When unexplained wealth orders came into effect at the start of 2018 there was much talk about how this powerful investigative tool would help rid London of the vast sums of corrupt money in its property market. The tool forces individuals linked to criminality to explain the origin of potentially laundered assets.

Rahul Rose, Open Contracting Partnership

Rahul Rose

Former Foreign Secretary Boris Johnson even went as far as claiming that the orders could be used in the wake of March’s Novichok poisonings to clamp down on wealthy Russian oligarchs with properties in London.

So, how effective have unexplained wealth orders been so far and how effective are they likely to be in future? The truth is, it may be extremely difficult for us to ever know because of the veil of secrecy that shrouds their use.

The High Court granted the first-ever unexplained wealth orders in February following a private hearing where no members of the press or public were present. The orders, which target the wife of a wealthy foreign banker who owns two properties worth £22m in England, are currently being challenged. Mr Justice Supperstone said last week that the couple’s challenge should be heard in public, but in the same breath, he also imposed a stringent anonymity order banning the media from reporting anything that would identify the banker and his wife as well as the two properties.

The press have been left to refer to the couple as ‘Mr A and Mrs A’ in reports detailing the challenge, which revealed that Mrs A had spent over £16m in Harrods over 10 years. The media themselves are unaware of the couple’s identity, increasing the risk that the anonymity order may inadvertently be breached.

Lawyers for Mr and Mrs A presented relevant parts of the recent landmark Cliff Richard decision to Mr Justice Supperstone before he decided to impose reporting restrictions. This will compound fears that in the wake of the High Court’s Cliff Richard judgment - which held that the BBC had acted unlawfully in naming the singer during coverage of a police inquiry - the media’s ability to report on investigations is set to become increasingly restricted and limited.

The High Court’s decision to impose stringent reporting restrictions in the first public unexplained wealth order hearing threatens to set a dangerous precedent that undermines open justice. But more worryingly, the use of total anonymity will undermine also the powerful deterrent effect that such orders could have. It is potential reputational damage from adverse publicity, as much as possible loss of assets from unexplained wealth order proceedings, that will discourage corrupt individuals from laundering their ill-gotten money through London’s financial system.

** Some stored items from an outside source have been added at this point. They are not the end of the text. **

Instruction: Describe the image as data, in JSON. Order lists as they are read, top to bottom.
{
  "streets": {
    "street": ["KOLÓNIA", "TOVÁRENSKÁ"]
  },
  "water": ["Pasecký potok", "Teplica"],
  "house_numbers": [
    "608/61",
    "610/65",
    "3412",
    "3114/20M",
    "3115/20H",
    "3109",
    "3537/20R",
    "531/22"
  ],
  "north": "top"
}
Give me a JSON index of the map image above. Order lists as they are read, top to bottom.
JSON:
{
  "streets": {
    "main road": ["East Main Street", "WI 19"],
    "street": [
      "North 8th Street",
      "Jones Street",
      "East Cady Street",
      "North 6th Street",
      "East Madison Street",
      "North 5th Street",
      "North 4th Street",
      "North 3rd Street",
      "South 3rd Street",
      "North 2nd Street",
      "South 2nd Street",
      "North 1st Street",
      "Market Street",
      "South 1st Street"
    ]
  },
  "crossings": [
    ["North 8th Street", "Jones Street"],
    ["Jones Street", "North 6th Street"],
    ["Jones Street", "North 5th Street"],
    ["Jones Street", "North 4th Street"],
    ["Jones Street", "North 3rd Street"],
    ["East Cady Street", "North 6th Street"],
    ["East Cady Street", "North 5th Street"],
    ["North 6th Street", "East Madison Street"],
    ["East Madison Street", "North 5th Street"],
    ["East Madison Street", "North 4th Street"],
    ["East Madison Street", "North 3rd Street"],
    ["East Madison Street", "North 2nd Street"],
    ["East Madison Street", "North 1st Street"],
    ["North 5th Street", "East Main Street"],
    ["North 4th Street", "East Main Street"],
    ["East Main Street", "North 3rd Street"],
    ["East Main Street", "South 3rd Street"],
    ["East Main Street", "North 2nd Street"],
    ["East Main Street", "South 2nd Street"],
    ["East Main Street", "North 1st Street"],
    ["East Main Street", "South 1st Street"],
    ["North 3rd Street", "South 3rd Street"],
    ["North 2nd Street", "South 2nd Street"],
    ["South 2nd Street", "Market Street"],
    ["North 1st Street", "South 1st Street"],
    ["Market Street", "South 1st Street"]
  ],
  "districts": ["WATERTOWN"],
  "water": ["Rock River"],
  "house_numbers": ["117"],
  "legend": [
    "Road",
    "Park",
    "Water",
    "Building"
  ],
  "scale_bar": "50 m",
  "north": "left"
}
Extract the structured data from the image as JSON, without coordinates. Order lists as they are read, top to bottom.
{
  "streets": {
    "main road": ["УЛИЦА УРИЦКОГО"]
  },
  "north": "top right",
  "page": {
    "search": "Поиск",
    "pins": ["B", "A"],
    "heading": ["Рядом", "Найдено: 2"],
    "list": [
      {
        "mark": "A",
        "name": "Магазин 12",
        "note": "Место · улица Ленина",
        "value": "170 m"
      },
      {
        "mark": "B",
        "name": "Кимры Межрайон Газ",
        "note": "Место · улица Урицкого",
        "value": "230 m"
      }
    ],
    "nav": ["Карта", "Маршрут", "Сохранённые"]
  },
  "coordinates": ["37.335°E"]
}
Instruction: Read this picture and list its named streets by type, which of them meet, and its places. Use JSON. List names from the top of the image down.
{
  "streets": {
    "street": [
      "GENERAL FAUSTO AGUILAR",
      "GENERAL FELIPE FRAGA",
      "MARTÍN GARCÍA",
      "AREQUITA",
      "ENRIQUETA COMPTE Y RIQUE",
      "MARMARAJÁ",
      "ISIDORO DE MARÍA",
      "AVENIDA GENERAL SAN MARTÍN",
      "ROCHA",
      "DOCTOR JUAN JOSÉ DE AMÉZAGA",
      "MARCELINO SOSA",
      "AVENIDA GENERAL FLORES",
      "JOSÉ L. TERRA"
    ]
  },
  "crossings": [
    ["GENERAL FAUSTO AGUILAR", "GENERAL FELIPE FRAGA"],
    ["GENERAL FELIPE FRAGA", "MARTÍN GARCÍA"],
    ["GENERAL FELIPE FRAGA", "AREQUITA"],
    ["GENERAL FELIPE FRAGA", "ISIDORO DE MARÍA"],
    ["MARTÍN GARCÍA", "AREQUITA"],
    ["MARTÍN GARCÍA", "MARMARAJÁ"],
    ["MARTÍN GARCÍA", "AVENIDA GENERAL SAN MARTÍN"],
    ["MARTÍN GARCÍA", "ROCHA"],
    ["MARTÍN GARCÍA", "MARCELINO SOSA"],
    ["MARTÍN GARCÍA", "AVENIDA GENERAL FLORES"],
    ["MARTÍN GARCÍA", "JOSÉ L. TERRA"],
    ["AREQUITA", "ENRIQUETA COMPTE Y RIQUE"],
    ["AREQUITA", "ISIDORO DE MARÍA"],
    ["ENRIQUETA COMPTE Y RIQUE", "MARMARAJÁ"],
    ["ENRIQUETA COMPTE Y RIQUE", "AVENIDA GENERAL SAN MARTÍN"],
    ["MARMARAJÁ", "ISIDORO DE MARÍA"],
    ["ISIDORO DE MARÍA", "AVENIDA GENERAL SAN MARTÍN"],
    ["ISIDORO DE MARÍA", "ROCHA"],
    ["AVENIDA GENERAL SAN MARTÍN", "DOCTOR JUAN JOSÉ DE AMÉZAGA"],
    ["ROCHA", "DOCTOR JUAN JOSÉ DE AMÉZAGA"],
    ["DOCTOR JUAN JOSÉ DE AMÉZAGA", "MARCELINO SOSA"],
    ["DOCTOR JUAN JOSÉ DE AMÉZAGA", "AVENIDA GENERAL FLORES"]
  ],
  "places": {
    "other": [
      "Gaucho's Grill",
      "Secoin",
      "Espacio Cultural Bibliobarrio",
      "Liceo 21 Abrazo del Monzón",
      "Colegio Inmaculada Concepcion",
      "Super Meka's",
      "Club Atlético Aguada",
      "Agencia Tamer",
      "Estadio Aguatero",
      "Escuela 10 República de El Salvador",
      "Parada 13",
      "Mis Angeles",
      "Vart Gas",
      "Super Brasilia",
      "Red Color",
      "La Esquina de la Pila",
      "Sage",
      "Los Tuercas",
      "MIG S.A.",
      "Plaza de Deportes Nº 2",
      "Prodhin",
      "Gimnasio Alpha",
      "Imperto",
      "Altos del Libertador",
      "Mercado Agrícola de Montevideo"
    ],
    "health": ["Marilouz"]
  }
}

The high levels of secrecy in unexplained wealth order proceedings mean that the public is being left in the dark about how this most powerful and invasive of investigative tools is being used by enforcement authorities. Statements by both Boris Johnson and Liberal Democrat leader Vince Cable about the possibility of employing unexplained wealth orders to go after wealthy Russians in London, strongly underline the need for the public to be able to monitor the tool’s use as there is a danger that it might be manipulated for political ends.

The public also has a strong interest in knowing about property that authorities suspect is being used to launder money. In particular, the citizens of countries whose wealth has been syphoned off and who have been impoverished and disenfranchised as a result, have a right to know where and how their politicians are laundering money in London stolen from the public purse.

With the Cliff Richard decision still fresh, there is a concern amongst some quarters of the media that open justice is under siege. In imposing total anonymity in the first public unexplained wealth order hearing, the High Court has done little to dispel such anxieties. Anonymity in such cases effectively protects corrupt and avaricious politicians from the scrutiny, thereby undermining the fight against corruption and the push for stronger and more democratic governance around the world.

Rahul Rose is the author of Veil of Secrecy, published by Corruption Watch UK.